Automating the Area-Delay Trade-off Problem

Haven Skinner
Dept. of Computer Engineering
hskinner@ucsc.edu
Rafael Trapani Possignolo
Dept. of Computer Engineering
rpossign@ucsc.edu
Jose Renau
Dept. of Computer Engineering
renau@ucsc.edu

ABSTRACT
An ongoing challenge in digital architecture design is the problem of replicating functionality across systems with different timing behavior. Since the maximum clock frequency of a system is based on the longest path between registers, creating systems with a high clock frequency requires that architects divide logic between many pipeline stages, adding additional costs in power and area. This trade-off makes it difficult to share functionality between similar architectures which differ only in desired timing behavior.
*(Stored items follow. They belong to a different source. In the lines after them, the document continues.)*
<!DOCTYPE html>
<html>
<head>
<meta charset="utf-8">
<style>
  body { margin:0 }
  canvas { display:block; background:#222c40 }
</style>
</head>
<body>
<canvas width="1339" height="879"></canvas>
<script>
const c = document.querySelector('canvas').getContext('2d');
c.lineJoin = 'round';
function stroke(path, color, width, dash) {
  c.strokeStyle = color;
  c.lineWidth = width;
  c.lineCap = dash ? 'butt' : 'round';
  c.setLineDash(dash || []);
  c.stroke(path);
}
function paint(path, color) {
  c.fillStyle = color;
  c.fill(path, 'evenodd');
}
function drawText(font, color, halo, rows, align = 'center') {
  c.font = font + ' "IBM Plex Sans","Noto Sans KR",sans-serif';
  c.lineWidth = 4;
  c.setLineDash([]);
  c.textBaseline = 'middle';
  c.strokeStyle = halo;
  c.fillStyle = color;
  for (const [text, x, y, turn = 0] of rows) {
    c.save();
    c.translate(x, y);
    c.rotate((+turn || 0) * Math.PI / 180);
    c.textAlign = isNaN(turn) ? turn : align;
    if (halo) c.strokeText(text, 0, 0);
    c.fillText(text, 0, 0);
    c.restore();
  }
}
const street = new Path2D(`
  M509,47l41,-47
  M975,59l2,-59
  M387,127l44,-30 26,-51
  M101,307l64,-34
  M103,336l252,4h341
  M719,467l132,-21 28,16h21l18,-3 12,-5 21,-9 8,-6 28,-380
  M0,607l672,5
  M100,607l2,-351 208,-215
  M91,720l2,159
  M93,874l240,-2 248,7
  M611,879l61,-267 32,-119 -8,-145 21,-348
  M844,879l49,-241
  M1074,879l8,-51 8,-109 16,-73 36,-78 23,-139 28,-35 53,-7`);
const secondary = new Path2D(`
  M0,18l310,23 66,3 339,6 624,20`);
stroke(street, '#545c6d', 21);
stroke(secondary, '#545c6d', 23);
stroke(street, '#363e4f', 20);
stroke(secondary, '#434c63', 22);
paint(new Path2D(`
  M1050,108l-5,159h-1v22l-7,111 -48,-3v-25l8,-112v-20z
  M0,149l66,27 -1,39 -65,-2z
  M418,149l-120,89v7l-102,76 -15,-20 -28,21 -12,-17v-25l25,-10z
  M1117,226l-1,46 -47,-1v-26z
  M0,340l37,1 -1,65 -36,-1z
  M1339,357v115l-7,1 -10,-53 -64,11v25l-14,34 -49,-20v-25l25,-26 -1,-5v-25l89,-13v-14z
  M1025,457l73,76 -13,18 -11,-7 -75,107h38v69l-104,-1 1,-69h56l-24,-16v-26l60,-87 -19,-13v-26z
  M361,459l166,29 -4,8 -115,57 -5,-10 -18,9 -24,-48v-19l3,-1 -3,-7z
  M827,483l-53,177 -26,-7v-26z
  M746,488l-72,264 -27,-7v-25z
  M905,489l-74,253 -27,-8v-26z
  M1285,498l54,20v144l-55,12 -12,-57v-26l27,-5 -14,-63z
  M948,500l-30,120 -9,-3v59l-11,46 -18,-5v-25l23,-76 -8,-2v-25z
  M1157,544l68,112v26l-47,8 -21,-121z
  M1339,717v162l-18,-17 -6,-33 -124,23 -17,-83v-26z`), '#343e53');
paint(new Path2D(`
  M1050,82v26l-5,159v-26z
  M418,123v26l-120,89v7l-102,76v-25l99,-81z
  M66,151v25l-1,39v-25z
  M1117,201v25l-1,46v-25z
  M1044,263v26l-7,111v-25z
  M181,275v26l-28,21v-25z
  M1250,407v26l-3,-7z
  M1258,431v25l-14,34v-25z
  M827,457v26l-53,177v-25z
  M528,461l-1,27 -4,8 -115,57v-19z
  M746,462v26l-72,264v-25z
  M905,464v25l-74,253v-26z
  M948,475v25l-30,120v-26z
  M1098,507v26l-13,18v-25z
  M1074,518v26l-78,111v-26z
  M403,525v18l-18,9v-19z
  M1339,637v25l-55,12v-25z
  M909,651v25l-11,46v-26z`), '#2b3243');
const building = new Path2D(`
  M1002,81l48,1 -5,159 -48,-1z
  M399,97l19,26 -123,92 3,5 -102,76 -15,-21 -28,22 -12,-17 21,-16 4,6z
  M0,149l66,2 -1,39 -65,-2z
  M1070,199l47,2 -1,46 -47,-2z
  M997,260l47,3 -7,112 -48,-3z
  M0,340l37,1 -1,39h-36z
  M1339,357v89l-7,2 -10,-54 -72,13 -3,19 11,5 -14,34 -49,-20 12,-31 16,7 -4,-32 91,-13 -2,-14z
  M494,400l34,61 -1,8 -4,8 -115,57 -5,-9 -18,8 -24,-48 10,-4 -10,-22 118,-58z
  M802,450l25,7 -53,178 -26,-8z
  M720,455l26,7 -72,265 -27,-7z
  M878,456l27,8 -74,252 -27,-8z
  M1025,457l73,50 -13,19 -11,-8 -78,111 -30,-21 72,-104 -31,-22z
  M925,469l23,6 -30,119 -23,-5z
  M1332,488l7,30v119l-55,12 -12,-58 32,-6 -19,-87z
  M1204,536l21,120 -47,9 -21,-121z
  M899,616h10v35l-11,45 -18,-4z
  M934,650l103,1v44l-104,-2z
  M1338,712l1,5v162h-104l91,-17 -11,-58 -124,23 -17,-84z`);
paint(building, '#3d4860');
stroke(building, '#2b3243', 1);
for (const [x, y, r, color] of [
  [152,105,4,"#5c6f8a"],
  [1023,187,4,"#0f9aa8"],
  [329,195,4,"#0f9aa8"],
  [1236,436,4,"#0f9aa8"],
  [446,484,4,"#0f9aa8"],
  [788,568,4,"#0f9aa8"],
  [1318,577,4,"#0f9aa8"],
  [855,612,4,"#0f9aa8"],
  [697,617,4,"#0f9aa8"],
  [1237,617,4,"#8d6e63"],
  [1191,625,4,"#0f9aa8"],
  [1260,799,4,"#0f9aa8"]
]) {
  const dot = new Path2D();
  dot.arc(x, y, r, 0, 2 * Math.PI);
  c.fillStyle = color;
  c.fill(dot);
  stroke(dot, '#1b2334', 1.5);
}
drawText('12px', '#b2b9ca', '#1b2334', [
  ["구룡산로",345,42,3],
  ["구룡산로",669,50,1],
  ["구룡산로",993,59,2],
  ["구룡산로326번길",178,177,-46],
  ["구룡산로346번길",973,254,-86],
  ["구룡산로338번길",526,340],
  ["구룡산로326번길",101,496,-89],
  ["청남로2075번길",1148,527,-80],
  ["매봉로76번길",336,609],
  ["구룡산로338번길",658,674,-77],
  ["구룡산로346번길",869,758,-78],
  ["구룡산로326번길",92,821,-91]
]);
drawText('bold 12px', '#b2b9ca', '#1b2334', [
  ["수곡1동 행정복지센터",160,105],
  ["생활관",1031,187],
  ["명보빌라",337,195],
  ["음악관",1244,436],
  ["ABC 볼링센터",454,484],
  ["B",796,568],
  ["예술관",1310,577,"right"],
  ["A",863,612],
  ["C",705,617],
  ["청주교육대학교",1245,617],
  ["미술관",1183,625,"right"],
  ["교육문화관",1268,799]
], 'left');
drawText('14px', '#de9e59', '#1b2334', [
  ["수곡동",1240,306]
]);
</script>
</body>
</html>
Fluid Pipelines are a type of latency-insensitive system which can leverage latency-insensitive pipeline transformations as part of the synthesis flow to automatically generate designs with identical behavior but different timing attributes. In this paper we take demonstrate how several four and five stage RISC-V processors can be transformed into three, two, and one stage processors, and compare those against open-source RISC-V processors with similar features.

ACM Reference Format:

1 INTRODUCTION
A trade-off which has remained at the core of digital architecture design is the one between power/area and clock speed. Creating a system with a high maximum clock speed requires more hardware, adding costs in power and area. At the code level, this is accomplished by dividing the system’s logic between register blocks, which comes with the unavoidable downside of very closely tying the functional behavior of the architecture to its timing. This means that unlike in software development, it is much more difficult to share code between similar projects.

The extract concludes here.